> **Task instructions**: Find the line that contains "20v-9H6M10 6l-5 5". Repeat that line and all lines following it, exactly, through the end of the listing below.

> **Records supplied**:
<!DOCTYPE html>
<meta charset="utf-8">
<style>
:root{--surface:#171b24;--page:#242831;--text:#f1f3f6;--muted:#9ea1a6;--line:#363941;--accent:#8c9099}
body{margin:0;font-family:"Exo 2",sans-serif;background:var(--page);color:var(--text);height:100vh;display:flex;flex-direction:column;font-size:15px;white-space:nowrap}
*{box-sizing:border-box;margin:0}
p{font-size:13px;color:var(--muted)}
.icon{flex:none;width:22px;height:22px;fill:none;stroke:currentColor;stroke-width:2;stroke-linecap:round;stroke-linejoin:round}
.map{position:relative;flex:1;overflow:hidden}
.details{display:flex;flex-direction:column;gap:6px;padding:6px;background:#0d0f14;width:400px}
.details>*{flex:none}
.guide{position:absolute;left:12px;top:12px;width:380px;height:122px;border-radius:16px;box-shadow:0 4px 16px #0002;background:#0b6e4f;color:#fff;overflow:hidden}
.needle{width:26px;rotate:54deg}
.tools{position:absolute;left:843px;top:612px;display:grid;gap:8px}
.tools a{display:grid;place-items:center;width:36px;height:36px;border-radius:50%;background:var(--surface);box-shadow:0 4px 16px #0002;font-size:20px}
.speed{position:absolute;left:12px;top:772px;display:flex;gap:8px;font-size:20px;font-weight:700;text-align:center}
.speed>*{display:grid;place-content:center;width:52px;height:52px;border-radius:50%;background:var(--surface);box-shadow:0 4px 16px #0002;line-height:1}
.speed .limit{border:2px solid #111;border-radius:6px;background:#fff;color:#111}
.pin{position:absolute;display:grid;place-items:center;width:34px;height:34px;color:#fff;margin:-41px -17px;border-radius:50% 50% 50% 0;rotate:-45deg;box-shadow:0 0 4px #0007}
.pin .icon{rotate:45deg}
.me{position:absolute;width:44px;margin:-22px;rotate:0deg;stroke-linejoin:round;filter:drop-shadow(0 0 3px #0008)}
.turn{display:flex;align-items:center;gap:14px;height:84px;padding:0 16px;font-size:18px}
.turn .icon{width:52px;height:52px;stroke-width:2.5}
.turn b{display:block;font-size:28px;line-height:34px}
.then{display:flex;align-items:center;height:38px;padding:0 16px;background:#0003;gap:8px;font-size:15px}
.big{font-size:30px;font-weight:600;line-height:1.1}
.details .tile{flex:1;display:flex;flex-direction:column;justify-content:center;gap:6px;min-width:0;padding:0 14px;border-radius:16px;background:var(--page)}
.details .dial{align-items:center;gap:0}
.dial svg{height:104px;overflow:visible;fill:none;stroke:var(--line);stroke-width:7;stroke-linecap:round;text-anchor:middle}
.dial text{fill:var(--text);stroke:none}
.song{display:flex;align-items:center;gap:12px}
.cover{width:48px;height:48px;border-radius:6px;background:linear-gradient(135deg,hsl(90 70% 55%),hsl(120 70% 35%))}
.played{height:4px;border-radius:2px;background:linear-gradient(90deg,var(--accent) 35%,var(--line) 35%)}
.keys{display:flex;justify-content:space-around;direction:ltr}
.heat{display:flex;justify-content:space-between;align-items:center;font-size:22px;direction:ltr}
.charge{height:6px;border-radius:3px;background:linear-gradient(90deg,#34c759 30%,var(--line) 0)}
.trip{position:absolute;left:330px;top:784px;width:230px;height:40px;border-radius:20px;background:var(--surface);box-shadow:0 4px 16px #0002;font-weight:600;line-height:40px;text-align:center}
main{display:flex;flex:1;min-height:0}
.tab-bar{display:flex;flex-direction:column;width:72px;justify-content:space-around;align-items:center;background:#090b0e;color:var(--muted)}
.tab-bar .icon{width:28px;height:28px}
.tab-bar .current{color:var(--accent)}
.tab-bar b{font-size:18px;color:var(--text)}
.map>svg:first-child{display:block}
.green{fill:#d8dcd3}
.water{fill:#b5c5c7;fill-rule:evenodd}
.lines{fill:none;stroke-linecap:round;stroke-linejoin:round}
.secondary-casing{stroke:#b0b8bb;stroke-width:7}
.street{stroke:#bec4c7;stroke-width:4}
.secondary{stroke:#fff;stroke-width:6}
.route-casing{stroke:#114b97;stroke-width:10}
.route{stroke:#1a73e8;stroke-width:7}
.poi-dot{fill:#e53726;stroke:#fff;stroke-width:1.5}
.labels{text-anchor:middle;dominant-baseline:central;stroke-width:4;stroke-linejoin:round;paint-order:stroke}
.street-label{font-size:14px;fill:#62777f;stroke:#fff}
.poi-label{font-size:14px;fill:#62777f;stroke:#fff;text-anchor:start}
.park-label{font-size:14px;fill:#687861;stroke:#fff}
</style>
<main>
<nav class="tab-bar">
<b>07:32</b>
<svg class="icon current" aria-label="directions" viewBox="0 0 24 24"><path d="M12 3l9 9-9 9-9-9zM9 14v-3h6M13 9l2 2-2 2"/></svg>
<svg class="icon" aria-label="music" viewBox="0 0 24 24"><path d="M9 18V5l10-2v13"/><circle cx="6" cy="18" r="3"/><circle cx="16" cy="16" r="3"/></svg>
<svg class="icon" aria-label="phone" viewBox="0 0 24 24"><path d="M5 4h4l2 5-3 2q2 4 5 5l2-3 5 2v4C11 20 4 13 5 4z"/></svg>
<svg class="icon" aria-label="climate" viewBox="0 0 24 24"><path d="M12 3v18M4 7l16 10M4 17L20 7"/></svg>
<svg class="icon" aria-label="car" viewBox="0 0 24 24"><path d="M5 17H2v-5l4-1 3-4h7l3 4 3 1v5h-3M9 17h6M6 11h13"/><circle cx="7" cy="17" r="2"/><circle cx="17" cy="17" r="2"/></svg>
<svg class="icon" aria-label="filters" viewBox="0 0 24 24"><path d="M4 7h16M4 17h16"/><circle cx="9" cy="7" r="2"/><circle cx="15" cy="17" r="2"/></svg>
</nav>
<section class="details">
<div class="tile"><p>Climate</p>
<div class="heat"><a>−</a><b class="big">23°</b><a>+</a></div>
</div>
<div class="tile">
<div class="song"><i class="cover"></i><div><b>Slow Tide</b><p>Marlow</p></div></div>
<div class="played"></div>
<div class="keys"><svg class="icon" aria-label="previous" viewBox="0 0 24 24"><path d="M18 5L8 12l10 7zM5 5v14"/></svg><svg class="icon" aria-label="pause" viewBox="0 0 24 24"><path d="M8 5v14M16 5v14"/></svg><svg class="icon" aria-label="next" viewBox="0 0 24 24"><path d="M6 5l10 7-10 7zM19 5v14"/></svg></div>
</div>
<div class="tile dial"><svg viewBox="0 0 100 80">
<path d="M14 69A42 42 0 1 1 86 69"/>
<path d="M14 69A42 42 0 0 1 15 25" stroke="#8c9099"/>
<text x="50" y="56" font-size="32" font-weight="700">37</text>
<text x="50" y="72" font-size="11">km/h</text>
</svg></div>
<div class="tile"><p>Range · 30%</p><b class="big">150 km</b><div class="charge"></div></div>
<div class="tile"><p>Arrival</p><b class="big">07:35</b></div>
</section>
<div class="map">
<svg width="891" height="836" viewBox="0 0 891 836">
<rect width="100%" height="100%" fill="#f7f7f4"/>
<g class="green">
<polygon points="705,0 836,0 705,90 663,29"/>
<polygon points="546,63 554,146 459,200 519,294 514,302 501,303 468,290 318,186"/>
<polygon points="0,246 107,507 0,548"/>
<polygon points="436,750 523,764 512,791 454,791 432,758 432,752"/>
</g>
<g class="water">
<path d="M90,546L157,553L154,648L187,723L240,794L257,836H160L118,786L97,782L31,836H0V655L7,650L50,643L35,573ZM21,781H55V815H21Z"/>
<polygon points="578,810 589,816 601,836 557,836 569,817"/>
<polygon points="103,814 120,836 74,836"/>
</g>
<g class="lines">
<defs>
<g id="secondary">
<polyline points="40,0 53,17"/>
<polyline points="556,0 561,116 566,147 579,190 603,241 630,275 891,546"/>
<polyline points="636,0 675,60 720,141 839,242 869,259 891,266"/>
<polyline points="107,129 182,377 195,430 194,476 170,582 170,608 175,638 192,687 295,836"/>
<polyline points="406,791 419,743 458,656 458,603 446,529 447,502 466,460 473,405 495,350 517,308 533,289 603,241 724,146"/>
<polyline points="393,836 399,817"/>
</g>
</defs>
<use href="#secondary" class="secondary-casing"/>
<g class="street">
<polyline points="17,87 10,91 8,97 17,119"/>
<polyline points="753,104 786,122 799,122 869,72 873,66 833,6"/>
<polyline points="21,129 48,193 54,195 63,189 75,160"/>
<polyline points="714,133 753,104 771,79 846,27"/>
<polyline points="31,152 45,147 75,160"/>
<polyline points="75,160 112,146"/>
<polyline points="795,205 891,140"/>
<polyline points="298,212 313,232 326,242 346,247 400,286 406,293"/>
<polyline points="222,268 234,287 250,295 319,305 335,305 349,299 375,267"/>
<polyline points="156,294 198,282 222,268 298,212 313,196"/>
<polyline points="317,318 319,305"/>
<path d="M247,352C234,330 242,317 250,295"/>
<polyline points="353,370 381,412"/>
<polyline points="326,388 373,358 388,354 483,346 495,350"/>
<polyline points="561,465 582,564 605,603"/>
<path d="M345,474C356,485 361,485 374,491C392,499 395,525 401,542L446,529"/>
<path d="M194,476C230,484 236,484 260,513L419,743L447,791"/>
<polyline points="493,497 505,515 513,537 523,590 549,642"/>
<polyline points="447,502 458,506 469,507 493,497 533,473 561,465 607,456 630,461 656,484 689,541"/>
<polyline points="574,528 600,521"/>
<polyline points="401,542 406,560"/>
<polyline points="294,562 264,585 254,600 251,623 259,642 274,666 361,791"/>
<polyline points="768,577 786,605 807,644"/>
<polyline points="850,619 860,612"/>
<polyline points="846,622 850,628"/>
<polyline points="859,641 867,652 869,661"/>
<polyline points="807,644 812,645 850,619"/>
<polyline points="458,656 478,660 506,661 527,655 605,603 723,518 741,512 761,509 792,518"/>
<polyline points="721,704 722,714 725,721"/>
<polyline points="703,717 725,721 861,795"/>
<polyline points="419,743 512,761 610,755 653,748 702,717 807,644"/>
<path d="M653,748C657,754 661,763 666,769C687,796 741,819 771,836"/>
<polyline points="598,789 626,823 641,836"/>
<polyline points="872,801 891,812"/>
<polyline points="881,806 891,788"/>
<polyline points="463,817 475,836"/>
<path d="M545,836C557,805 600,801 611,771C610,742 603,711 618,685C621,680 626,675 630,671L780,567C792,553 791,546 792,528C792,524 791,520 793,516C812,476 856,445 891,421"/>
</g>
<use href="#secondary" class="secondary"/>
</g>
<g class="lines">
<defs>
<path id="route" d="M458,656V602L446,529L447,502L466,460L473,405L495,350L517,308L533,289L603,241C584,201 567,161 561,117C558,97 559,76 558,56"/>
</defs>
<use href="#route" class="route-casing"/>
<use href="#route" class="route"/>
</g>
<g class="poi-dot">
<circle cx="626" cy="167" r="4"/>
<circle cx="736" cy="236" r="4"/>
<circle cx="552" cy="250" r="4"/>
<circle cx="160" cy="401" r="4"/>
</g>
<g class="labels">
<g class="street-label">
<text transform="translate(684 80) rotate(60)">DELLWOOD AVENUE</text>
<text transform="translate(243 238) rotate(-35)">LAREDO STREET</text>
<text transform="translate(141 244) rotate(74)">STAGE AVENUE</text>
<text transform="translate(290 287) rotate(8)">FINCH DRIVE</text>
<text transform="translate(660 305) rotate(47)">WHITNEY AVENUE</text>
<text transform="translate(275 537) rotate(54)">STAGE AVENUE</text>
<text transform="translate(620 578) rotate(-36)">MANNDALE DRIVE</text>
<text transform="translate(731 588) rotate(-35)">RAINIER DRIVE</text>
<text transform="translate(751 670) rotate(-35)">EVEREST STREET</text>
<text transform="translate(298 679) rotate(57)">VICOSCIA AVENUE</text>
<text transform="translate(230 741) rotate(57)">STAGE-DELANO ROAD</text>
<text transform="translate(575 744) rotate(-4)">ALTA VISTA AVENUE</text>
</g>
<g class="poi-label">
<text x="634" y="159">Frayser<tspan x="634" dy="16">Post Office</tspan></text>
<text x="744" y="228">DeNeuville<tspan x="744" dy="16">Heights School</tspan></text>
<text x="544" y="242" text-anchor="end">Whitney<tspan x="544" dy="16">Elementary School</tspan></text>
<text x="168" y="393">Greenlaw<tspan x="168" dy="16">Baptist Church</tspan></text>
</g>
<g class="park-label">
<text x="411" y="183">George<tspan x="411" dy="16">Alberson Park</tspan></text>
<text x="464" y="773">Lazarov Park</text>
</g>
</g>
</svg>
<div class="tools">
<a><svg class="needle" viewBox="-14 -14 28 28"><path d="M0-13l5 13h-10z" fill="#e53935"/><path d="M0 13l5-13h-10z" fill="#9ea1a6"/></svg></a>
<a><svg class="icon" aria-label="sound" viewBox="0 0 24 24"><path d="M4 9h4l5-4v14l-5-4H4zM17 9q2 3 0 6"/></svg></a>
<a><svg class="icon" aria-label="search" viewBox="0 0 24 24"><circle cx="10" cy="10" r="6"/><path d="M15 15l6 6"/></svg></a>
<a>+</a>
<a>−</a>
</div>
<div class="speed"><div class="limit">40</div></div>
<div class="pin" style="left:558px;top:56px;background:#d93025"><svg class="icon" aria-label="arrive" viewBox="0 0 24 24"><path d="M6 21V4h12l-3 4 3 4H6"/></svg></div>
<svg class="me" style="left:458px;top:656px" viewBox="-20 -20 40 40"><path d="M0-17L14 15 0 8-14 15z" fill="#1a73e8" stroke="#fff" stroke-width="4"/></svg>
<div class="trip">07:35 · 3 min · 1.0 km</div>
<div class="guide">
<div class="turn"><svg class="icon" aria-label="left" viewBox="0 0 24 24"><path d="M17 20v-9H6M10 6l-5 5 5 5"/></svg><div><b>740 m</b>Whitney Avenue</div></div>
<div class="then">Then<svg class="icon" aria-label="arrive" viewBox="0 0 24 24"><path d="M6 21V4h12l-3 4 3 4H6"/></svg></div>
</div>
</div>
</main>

> **Exercise answer**:
<div class="turn"><svg class="icon" aria-label="left" viewBox="0 0 24 24"><path d="M17 20v-9H6M10 6l-5 5 5 5"/></svg><div><b>740 m</b>Whitney Avenue</div></div>
<div class="then">Then<svg class="icon" aria-label="arrive" viewBox="0 0 24 24"><path d="M6 21V4h12l-3 4 3 4H6"/></svg></div>
</div>
</div>
</main>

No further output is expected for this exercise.